Day 3: Losing the plot
There's definitely a reason I forgot the name of the title's lead: any notion of story has been almost completely dropped. It's a shame, too, because the game's structure is perfect for bite-sized storytelling.
Choosing from a selection of contracts to take on, each set in slightly modified versions of maps you'll see time and time again, you're given one objective and need to meet it in order to complete the stage. With a timer ticking away, you must kill all enemies in an area, assassinate a specific target, sneak out with alerting anyone, or just escape under fire.

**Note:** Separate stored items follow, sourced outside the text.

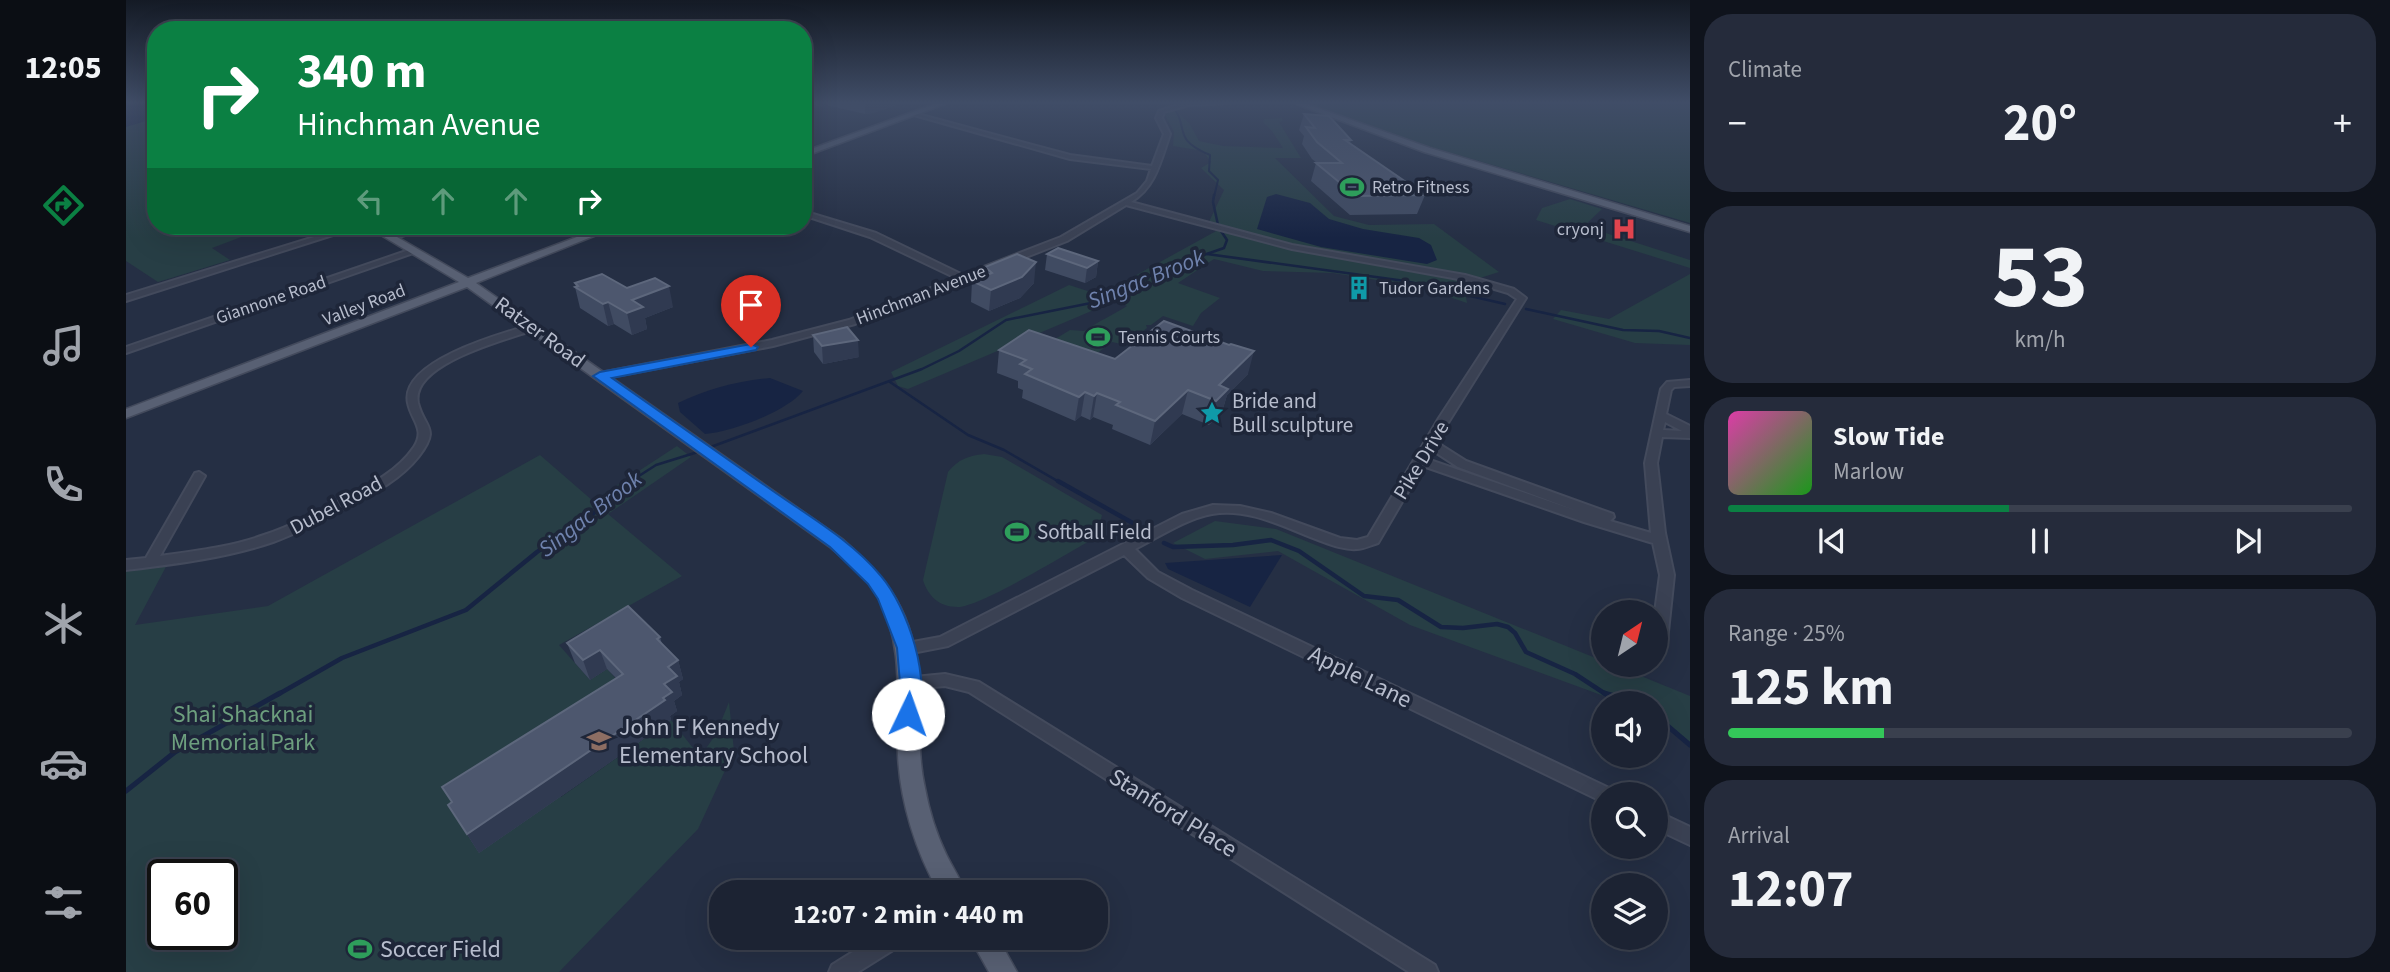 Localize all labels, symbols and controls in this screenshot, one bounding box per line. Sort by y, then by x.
text: 340 m [297,37,426,107]
text: 12:05 [24,45,102,91]
icon: right [182,49,273,140]
text: Climate [1728,53,1802,86]
text: 20° [2003,87,2077,161]
text: − [1728,97,1747,151]
text: + [2333,97,2352,151]
text: Hinchman Avenue [297,102,540,148]
sports icon: Retro Fitness [1338,173,1366,201]
place label: Retro Fitness [1372,175,1470,200]
icon: directions [39,181,88,230]
icon: left [351,182,389,220]
icon: ahead [424,182,462,220]
icon: ahead [497,182,535,220]
icon: right [570,182,608,220]
text: 53 [1992,213,2088,342]
hospital icon: cryonj [1610,215,1638,243]
place label: cryonj [1557,217,1604,242]
water label: Singac Brook [1083,240,1210,317]
street label: Hinchman Avenue [853,259,989,331]
street label: Giannone Road [213,269,329,331]
building icon: Tudor Gardens [1345,274,1373,302]
pin [721,275,781,347]
place label: Tudor Gardens [1379,276,1490,301]
street label: Valley Road [319,278,409,332]
icon: arrive [732,286,770,324]
street label: Ratzer Road [489,289,591,375]
icon: music [39,321,88,370]
sports icon: Tennis Courts [1084,323,1112,351]
text: km/h [2014,323,2066,356]
place label: Tennis Courts [1118,325,1220,350]
place label: Bride and Bull sculpture [1232,386,1353,440]
place icon: Bride and Bull sculpture [1198,399,1226,427]
street label: Pike Drive [1386,415,1456,505]
text: Slow Tide [1833,418,1944,455]
text: Marlow [1833,455,1904,488]
icon: phone [39,460,88,509]
water label: Singac Brook [531,462,650,565]
street label: Dubel Road [284,468,388,542]
place label: Softball Field [1037,517,1152,547]
sports icon: Softball Field [1003,518,1031,546]
icon: previous [1813,522,1851,560]
icon: pause [2021,522,2059,560]
icon: next [2229,522,2267,560]
icon: climate [39,599,88,648]
north arrow [1591,600,1668,677]
map controls [1591,600,1668,950]
text: Range · 25% [1728,617,1845,650]
street label: Apple Lane [1302,637,1418,717]
text: 125 km [1728,651,1894,725]
position arrow [871,677,945,751]
button: sound [1591,691,1668,768]
park label: Shai Shacknai Memorial Park [171,697,315,760]
place label: John F Kennedy Elementary School [619,710,808,773]
school or university icon: John F Kennedy Elementary School [585,727,613,755]
icon: car [39,739,88,788]
street label: Stanford Place [1102,760,1244,866]
button: search [1591,782,1668,859]
text: Arrival [1728,819,1790,852]
text: 12:07 [1728,853,1853,927]
speed limit sign: 60 [147,859,238,950]
button: layers [1591,873,1668,950]
icon: filters [39,878,88,927]
text: 12:07 · 2 min · 440 m [793,896,1024,933]
place label: Soccer Field [380,932,501,967]
sports icon: Soccer Field [346,935,374,963] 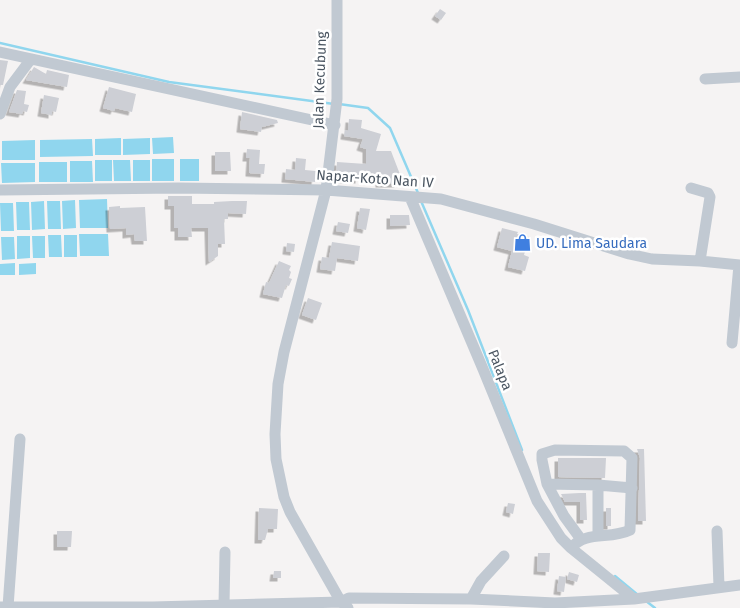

This could have been accompanied by dialogue and plot advancement, but there's nothing like that to be found for the vast majority of the missions. Occasionally a cut-scene rolls and you're given more information on world events around you, but otherwise there's little development in this area.
But the systems of play are totally fine, if a little basic. You can move from cover point to cover point with a tap of the screen, and then you simply need to pop out and take shots at the gang members around you. There's no aim-assist in place to compensate for fatter fingers on the touchscreen, but it's otherwise about as accurate as any other shooter on iOS.
You can melee enemies if they haven't seen you, and there are quieter weapons to dispatch enemies silently.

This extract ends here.